(Stored data entries)
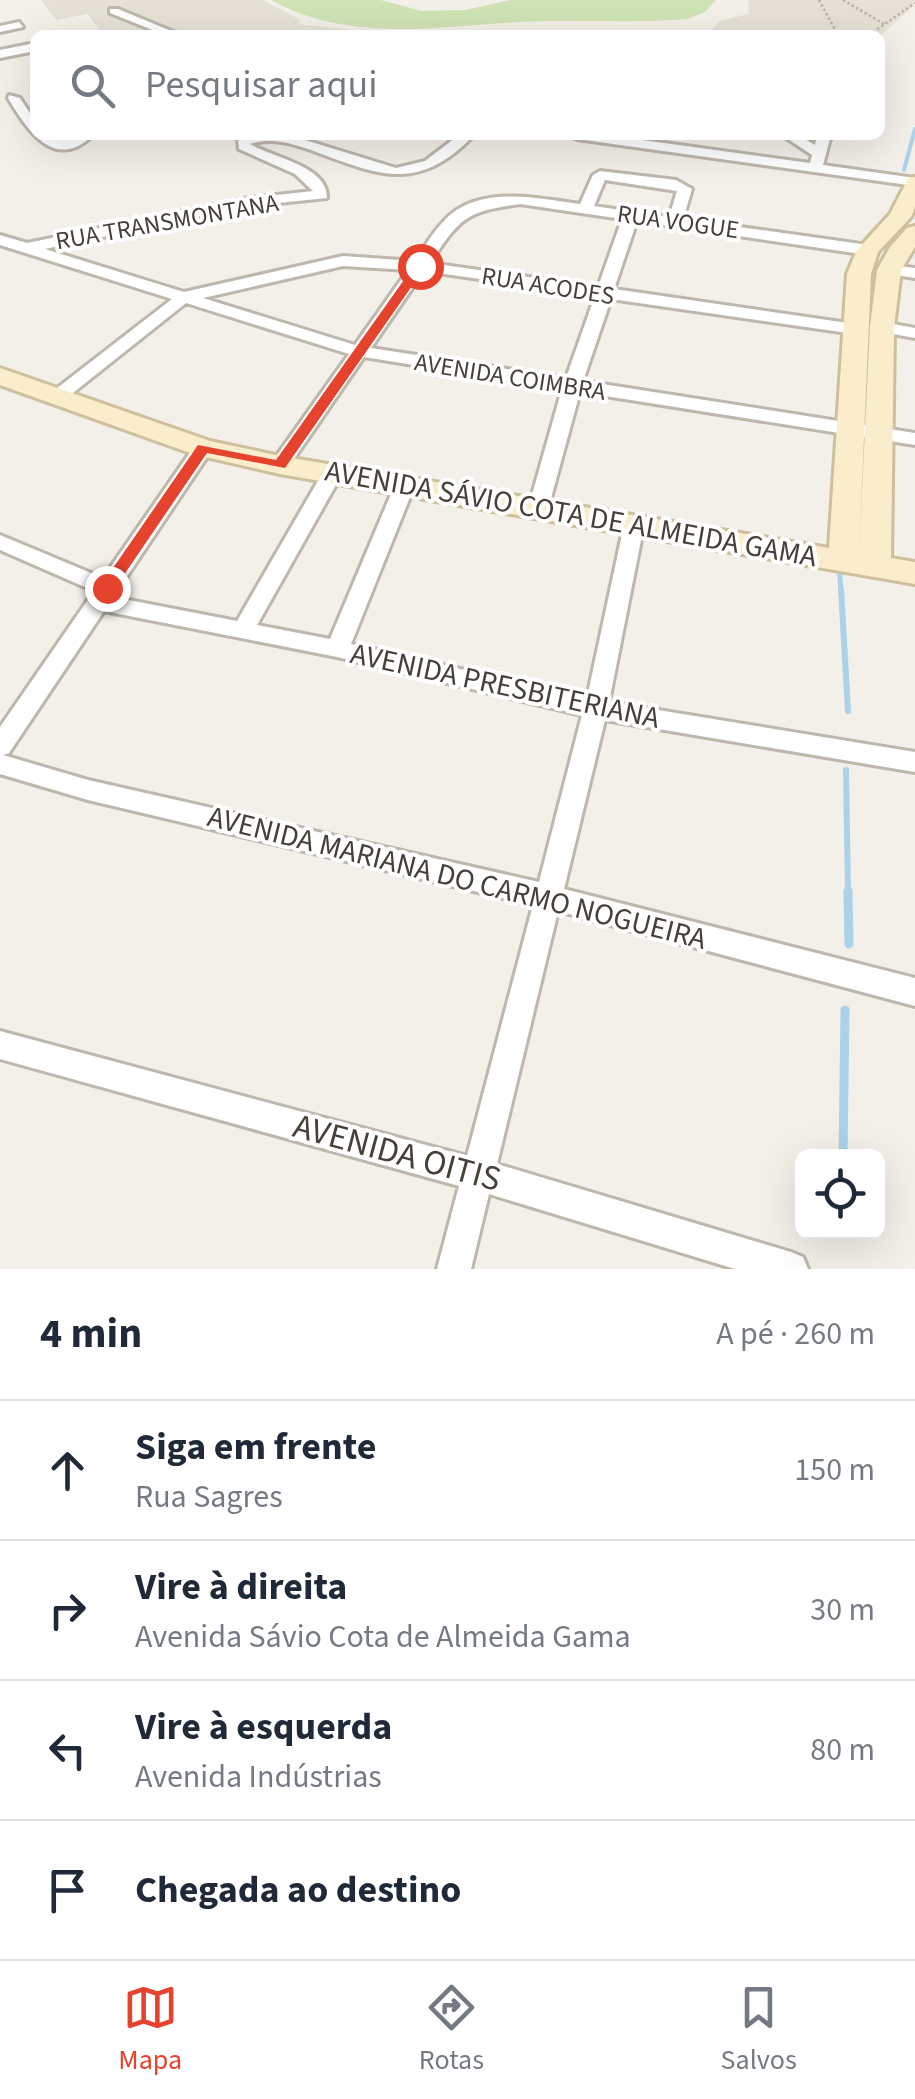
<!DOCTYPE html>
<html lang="pt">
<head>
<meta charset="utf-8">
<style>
  body { margin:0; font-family:"Source Sans 3",sans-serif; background:#f2f2f3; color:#1f2937 }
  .controls { position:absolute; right:30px; bottom:30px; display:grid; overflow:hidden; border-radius:15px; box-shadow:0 10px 40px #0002 }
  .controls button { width:90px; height:90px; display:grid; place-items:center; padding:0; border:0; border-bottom:2px solid #e0e1e3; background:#fff; color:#1f2937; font:50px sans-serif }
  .stop { position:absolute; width:30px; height:30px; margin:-22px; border:8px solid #e5432d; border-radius:50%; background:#fff }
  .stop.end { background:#e5432d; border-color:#fff; box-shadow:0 2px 10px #0008 }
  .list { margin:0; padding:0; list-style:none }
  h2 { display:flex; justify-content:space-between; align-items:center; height:130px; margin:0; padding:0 40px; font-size:42px }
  h2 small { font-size:32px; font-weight:400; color:#747a83 }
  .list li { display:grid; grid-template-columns:65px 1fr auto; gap:30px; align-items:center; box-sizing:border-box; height:140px; padding:0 40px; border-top:2px solid #e0e1e3 }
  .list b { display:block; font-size:38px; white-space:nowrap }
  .list p { margin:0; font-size:32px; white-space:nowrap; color:#747a83 }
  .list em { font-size:32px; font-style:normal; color:#747a83 }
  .icon { flex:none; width:55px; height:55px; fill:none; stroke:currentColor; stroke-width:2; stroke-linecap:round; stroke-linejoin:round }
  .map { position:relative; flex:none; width:915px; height:1269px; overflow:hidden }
  .search { position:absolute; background:#fff; box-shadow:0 10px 40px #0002; left:30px; right:30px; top:30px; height:110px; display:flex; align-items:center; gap:25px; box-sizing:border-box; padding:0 35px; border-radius:15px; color:#747a83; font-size:38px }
  .sheet { height:690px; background:#fff }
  nav { display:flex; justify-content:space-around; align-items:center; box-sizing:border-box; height:140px; border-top:2px solid #e0e1e3; background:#fff; font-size:28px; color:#747a83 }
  nav a { display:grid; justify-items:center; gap:5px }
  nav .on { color:#e5432d }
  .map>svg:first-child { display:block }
  .residential { fill:#e6e1d7 }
  .green { fill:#d0e3b5 }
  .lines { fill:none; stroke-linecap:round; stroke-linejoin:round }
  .stream-far3 { stroke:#abd2e9; stroke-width:4 }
  .stream-far2 { stroke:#abd2e9; stroke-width:5 }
  .stream-far1 { stroke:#abd2e9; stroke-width:6 }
  .stream { stroke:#abd2e9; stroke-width:9 }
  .street-casing { stroke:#bdb7ac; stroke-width:6 }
  .secondary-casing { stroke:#cec09c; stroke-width:6 }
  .path { stroke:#beb29f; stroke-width:2.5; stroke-dasharray:2.5 2.5; stroke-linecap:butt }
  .street { fill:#fff; fill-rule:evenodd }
  .secondary { fill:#f9edcc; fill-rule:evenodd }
  .route { fill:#e5432d }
  .labels { text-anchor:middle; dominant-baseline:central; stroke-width:8; stroke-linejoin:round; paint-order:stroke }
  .far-street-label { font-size:25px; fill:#464038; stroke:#fff }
  .street-label { font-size:30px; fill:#464038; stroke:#fff }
  .near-street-label { font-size:35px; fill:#464038; stroke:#fff }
</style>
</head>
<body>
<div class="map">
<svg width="915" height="1269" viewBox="0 0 915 1269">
  <rect width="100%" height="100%" fill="#f3efe9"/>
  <path class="residential" d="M41,0H263L301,20L298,24L401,35H103L88,14L56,20Z
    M748,0H915L911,8L880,36L710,32L720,21L749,14Z"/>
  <path class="green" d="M271,0H381L421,11L466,10L510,0H716L705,12L687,19C641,23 595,20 549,21C457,22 357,48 271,0Z"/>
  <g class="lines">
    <path class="stream-far3" d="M904,170L915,129"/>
    <path class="stream-far2" d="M839,563L841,591"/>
    <path class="stream-far1" d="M841,589L848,711
      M846,770L848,893"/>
    <path class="stream" d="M848,891L849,944
      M843,1156L845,1010"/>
    <defs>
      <path id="street" d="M110,9H118L181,35H165L110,13Z
        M19,22L23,27L0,32V26Z
        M35,43V51L0,58V50Z
        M9,95L20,98L35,121V135L62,140L93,135C54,173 26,128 8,98Z
        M251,135H289L396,168L425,161L459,135H474C418,194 378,175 311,150C291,143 271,137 250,144C274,158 328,166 327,198L249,206L45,249L184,292L343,256L415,261C424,248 432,233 443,222C476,184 537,198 580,204L593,175L600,171L676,180L692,189L683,219L868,245L876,250L868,255L637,221L614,289L855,324L864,329L855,334L611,299L583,381L915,433V445L580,392L548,509L538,516L528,509L562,389L364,357L287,469L280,471L270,465L349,354L186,303L64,400H52V392L172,299L0,245V235L27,243L249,198L313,191L295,174L239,149L238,139ZM605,180L677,191L669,217L594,206ZM520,204L622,219L598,287L430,263C461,217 465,212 520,204ZM343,266L408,270L355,345L203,298ZM424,271L595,296L566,378L371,348Z
        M570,135H606L810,163L812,155L782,135H798L815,145L817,135H831L823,165L915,178V186L577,139Z
        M889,265L915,268V278L883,273L881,270Z
        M882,322L915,328V338L876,331L874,327Z
        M203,442L213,448L113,597L237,621L322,474L332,468L342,474L257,625L330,639L394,487L404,481L414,487L351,644L587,698L624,525L634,518L644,525L609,702L915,752V772L605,720L564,889L915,978V1006L558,911L497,1164L791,1252L803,1257L808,1269H735L489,1194L471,1269H437L459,1186L0,1059V1031L467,1156L533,905L88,800L0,774V727L94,591L0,550V535L103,578L196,444ZM104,611L337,657L582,715L539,882L88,780L3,755L9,753Z"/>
      <path id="secondary" d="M915,177V207L911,217L878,252L871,274L859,553L870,327L877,270L890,247L907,228L915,226V247L901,270L894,327L891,558L915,562V584L280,474L193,454L0,385V368L210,441L280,456L829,548L847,274L857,250L890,214L908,179Z"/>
    </defs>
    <use href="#street" class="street-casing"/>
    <use href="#secondary" class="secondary-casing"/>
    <path class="path" d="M819,0L838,35
      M843,0L884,24
      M869,35L915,3"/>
    <use href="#street" class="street"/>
    <use href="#secondary" class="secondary"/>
  </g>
  <path class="route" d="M416,263L426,266L285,468L207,453L113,591H102V584L198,445L276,460Z"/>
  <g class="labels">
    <g class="far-street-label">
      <text transform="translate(167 222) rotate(-10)">RUA TRANSMONTANA</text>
      <text transform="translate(678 222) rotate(8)">RUA VOGUE</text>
      <text transform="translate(548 286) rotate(9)">RUA ACODES</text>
      <text transform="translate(510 377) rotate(9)">AVENIDA COIMBRA</text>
    </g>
    <g class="street-label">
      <text transform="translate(571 514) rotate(10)">AVENIDA SÁVIO COTA DE ALMEIDA GAMA</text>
      <text transform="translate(505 686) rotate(12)">AVENIDA PRESBITERIANA</text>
      <text transform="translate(457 878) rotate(14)">AVENIDA MARIANA DO CARMO NOGUEIRA</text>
    </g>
    <g class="near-street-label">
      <text transform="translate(397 1153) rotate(15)">AVENIDA OITIS</text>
    </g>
  </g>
</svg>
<div class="controls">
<button><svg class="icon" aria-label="locate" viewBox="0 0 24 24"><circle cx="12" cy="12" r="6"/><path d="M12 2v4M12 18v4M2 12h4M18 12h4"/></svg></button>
</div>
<div class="stop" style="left:420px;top:266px"></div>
<div class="stop end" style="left:107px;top:588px"></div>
<div class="search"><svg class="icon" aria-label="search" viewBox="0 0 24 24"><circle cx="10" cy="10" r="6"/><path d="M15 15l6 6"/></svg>Pesquisar aqui</div>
</div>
<section class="sheet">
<h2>4 min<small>A pé · 260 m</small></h2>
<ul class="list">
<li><svg class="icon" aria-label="ahead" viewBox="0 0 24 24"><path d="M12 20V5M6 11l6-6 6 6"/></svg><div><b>Siga em frente</b><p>Rua Sagres</p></div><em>150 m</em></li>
<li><svg class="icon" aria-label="right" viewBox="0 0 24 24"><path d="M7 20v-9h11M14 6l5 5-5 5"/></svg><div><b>Vire à direita</b><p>Avenida Sávio Cota de Almeida Gama</p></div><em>30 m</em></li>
<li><svg class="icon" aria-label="left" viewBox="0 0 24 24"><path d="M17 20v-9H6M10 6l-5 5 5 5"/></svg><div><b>Vire à esquerda</b><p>Avenida Indústrias</p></div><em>80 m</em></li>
<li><svg class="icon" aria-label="arrive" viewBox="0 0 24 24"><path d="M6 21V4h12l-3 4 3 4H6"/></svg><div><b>Chegada ao destino</b></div></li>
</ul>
</section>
<nav>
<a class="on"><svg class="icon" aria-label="map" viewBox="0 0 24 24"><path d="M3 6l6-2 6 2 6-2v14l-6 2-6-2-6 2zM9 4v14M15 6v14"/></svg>Mapa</a>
<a><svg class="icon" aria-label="directions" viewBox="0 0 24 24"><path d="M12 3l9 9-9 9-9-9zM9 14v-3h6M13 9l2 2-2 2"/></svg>Rotas</a>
<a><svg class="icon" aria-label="saved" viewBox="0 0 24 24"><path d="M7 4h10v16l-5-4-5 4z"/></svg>Salvos</a>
</nav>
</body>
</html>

- _Exercise_:
A bare number is expected: how many lines above contain the word "bottom"?

- _Output of the exercise_:
2